*** Block opens ***
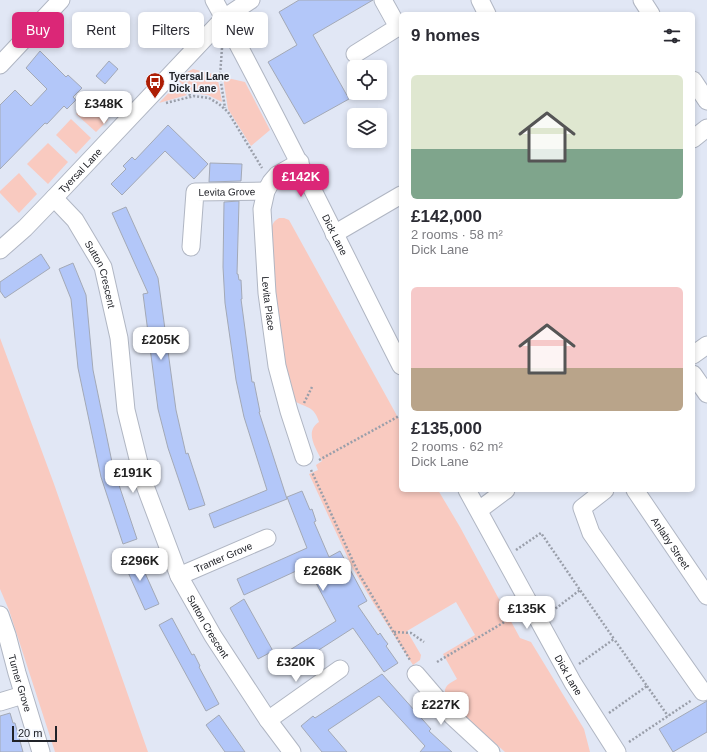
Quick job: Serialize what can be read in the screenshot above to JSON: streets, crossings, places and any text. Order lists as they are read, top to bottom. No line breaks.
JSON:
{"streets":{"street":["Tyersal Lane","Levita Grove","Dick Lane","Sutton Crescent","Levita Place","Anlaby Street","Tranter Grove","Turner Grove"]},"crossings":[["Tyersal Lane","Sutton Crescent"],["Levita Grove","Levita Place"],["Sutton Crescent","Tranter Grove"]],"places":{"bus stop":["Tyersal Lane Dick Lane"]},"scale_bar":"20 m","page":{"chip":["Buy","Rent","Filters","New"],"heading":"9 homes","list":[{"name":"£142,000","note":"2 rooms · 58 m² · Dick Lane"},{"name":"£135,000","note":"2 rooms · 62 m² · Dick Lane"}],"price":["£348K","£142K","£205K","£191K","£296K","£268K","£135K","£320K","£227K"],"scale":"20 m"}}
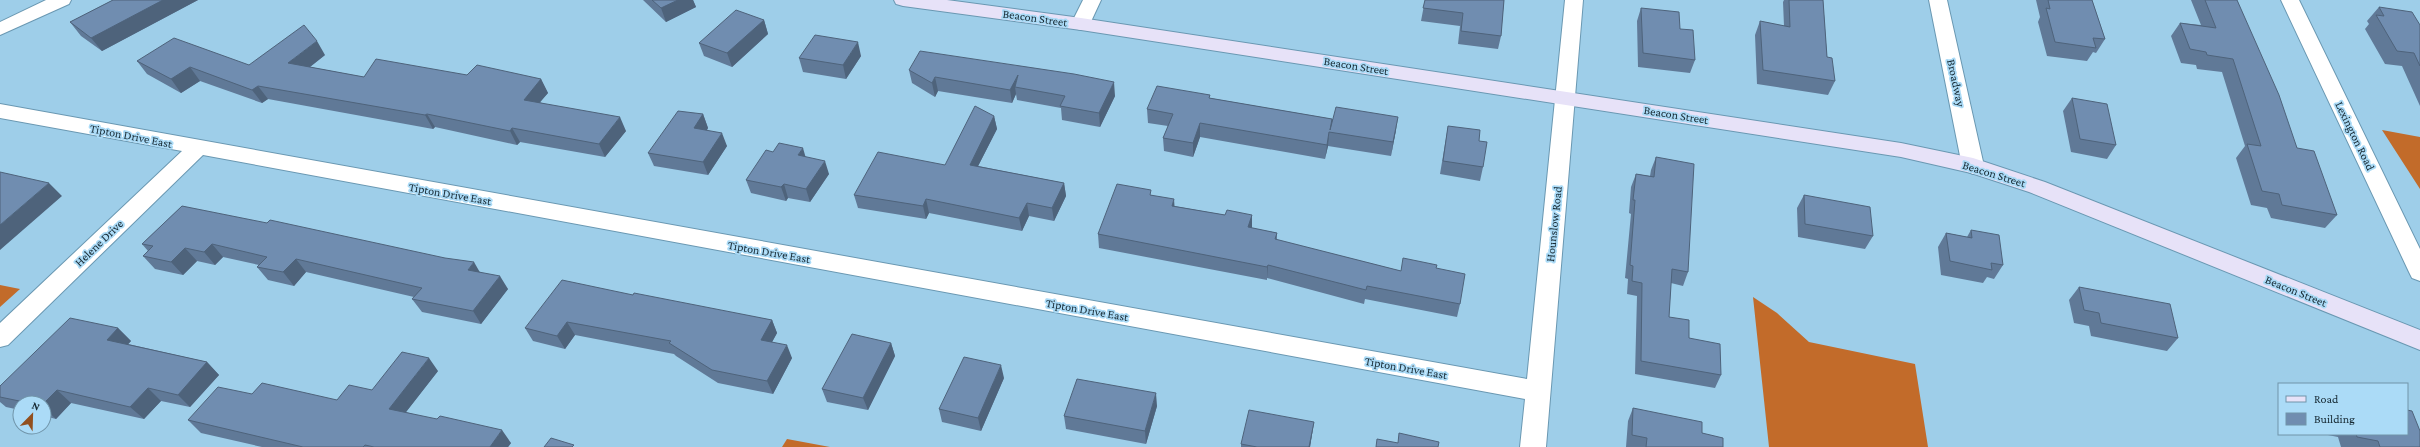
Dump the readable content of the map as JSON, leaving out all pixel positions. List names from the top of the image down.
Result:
*** Block closes ***
■ Work task ■
Please transcribe the entries exactly, omitting the images.

■ Your solution ■
Quick job: Serialize what can be read in the screenshot above to JSON: streets, crossings, places and any text. Order lists as they are read, top to bottom. No line breaks.
JSON:
{"streets":{"street":["Tyersal Lane","Levita Grove","Dick Lane","Sutton Crescent","Levita Place","Anlaby Street","Tranter Grove","Turner Grove"]},"crossings":[["Tyersal Lane","Sutton Crescent"],["Levita Grove","Levita Place"],["Sutton Crescent","Tranter Grove"]],"places":{"bus stop":["Tyersal Lane Dick Lane"]},"scale_bar":"20 m","page":{"chip":["Buy","Rent","Filters","New"],"heading":"9 homes","list":[{"name":"£142,000","note":"2 rooms · 58 m² · Dick Lane"},{"name":"£135,000","note":"2 rooms · 62 m² · Dick Lane"}],"price":["£348K","£142K","£205K","£191K","£296K","£268K","£135K","£320K","£227K"],"scale":"20 m"}}
Dump the readable content of the map as JSON, leaving out all pixel positions. List names from the top of the image down.
Result:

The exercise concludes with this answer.